Rust Macros and Crate Exploration: auto_ops

2020-03-28 // 10 minutes

We're going to dive into the crate auto_ops, which is a fork and successor of impl_ops. But first, if you need a link to the documentation on Rust macros, please refer to this link. I've also found that this cheatseet on the different types of fragment specifiers (used in macros) to be a handy reference.

#[macro_export]
macro_rules! hello {
    () => {
        println!("Hello!");
    };
}

Let's start out with a dead simple macro. We're cheating a little here by using the println! macro within our macro, but you should have used this plenty of times before reading this blog post. As a reminder, #[macro_export] is used to make that macro available whenever the crate that holds it is brought into scope. Without this annotation, you cannot export this macro. macro_rules! is a reserved keyword in Rust, hello is the name of our macro, and you should also note that our macro currently takes no arguments. One last syntactic note, although the macross definiton does not include the exclamation point, you would still call the macro as hello!().

#[macro_export]
macro_rules! adder {
    ($e1:expr, $e2:expr) => {
    	let e1 : u32 = $e1;
    	let e2 : u32 = $e2;
    	let total : u32 =  e1 + e2;
        println!("{} + {} = {}", e1, e2, total);
    };
}

Let's start ramping up the complexity a bit. Our new macro, adder, now has two parameters - $e1 and $e2. In macro parlance, these are also called fragment specifiers. $e1 and $e2 are both of the expr type, which is unsurprisingly short for expression. Some of the other fragments are less easy to guess, so I recommend referring to the metavariables section of the documentation.

#[macro_export]
macro_rules! adder {
    ( $($e:expr),* ) => {
    	{
            let mut total : u32 = 0;
            $(
                total += $e;
            )*
            total
        }
    };
}

One last contrived example before we dive into the auto_ops code. Here, we've modified our adder macro to take on a variadic number of input parameters. Notice the * in the parameters? That tells the macro to expect 0 or more input parameters. You can also specify that you want one or more by using a + symbol instead of *. You should also notice that the * symbol is used in the body of the macro. This expand to the number of += operations needed. The third option is to use the ? symbol for an optional fragment with zero or one occurences.

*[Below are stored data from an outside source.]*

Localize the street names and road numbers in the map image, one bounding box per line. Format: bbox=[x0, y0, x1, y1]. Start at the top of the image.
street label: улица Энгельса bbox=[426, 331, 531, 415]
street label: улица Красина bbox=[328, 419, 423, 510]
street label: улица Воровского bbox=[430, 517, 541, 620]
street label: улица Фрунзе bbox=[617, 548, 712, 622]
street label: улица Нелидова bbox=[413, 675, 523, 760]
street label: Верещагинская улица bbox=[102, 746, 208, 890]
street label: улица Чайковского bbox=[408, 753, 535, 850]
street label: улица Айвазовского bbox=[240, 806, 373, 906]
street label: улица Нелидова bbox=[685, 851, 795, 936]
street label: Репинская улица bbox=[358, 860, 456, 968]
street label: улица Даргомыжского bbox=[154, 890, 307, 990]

With the absolute basics under our belt, let's shift our focus back to auto_ops and operator overloading. To briefly recap our problem space, we are going to define a custom struct - Vec3f - and we want to override operators to perform vector math rather than primitive math. This is fairly straightforward in most languages, but Rust (at least through the current 2018 version) complicates this matter by treating a borrowed Vec3f - or &Vec3f - as a separate type. Ergo, we have to account for four different operand types per overloaded operation.

For our example below, we're just going to consider vector addition where C = A + B such that C.x = A.x + B.x and so forth.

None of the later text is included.